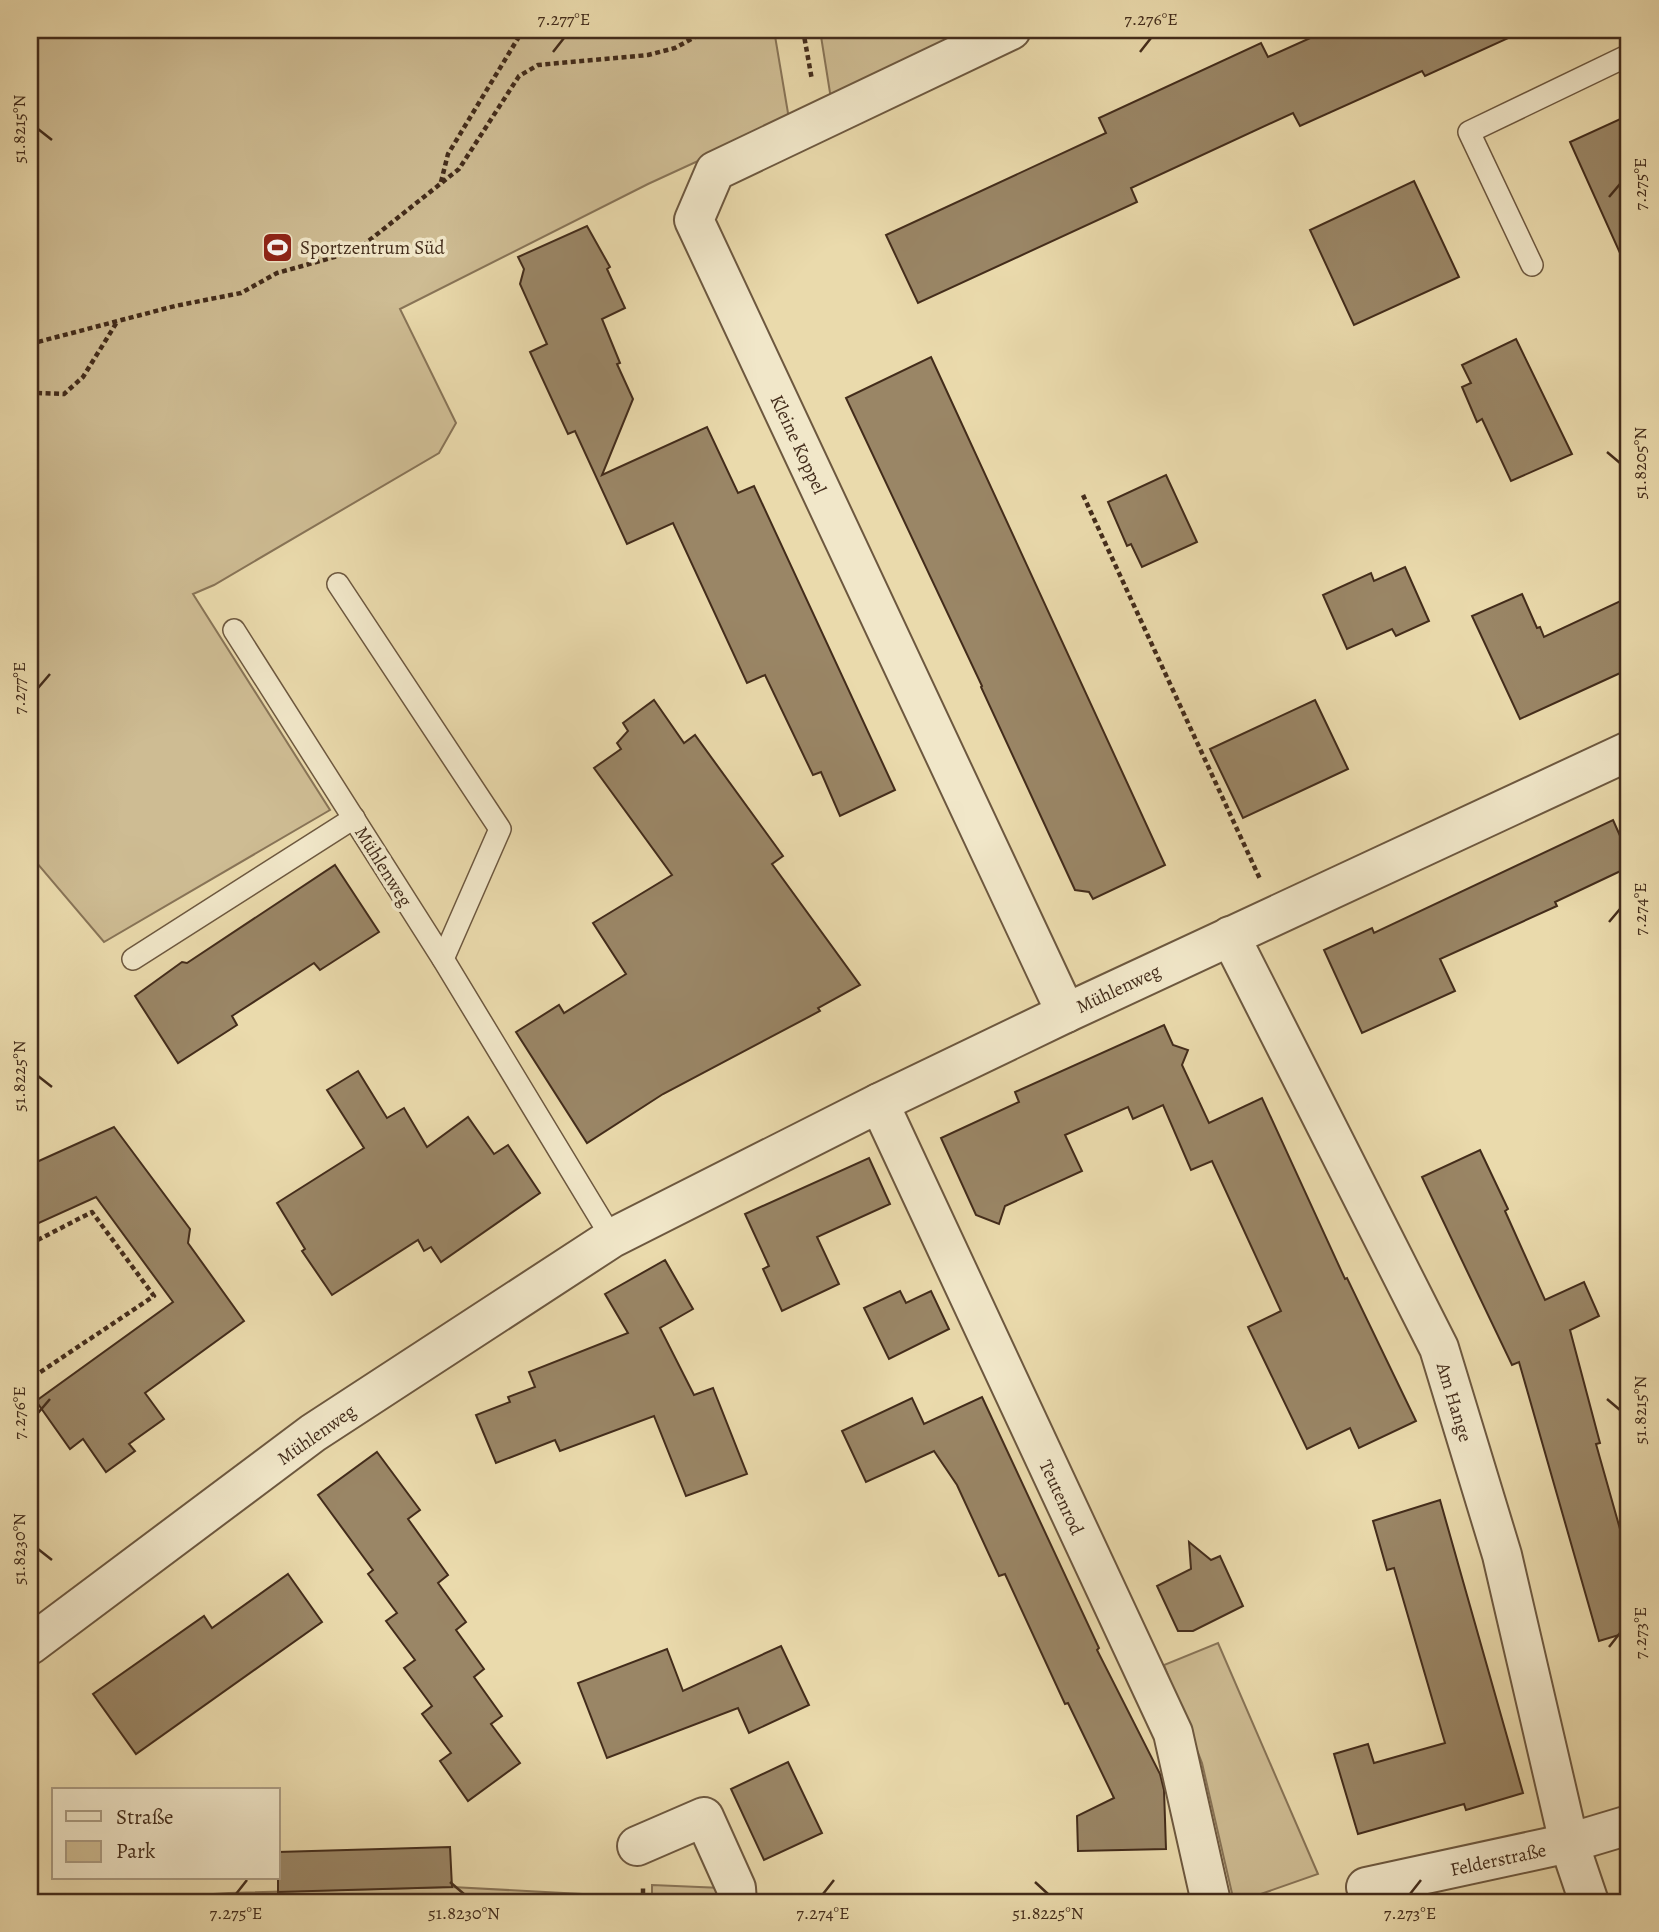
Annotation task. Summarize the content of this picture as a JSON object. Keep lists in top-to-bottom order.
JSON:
{
  "streets": {
    "street": [
      "Kleine Koppel",
      "Mühlenweg",
      "Am Hange",
      "Teutenrod",
      "Felderstraße"
    ]
  },
  "crossings": [
    ["Kleine Koppel", "Mühlenweg"],
    ["Mühlenweg", "Am Hange"],
    ["Mühlenweg", "Teutenrod"],
    ["Am Hange", "Felderstraße"]
  ],
  "places": {
    "sports": ["Sportzentrum Süd"]
  },
  "legend": ["Straße", "Park"],
  "coordinates": [
    "7.277°E",
    "7.276°E",
    "51.8215°N",
    "7.275°E",
    "51.8205°N",
    "7.274°E",
    "51.8225°N",
    "51.8230°N",
    "7.273°E"
  ]
}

· · · ·

▶ _About this task_: Print every entry verbatim and leave all pictures out.

▶ _Answer to this problem_:
Annotation task. Summarize the content of this picture as a JSON object. Keep lists in top-to-bottom order.
JSON:
{
  "streets": {
    "street": [
      "Kleine Koppel",
      "Mühlenweg",
      "Am Hange",
      "Teutenrod",
      "Felderstraße"
    ]
  },
  "crossings": [
    ["Kleine Koppel", "Mühlenweg"],
    ["Mühlenweg", "Am Hange"],
    ["Mühlenweg", "Teutenrod"],
    ["Am Hange", "Felderstraße"]
  ],
  "places": {
    "sports": ["Sportzentrum Süd"]
  },
  "legend": ["Straße", "Park"],
  "coordinates": [
    "7.277°E",
    "7.276°E",
    "51.8215°N",
    "7.275°E",
    "51.8205°N",
    "7.274°E",
    "51.8225°N",
    "51.8230°N",
    "7.273°E"
  ]
}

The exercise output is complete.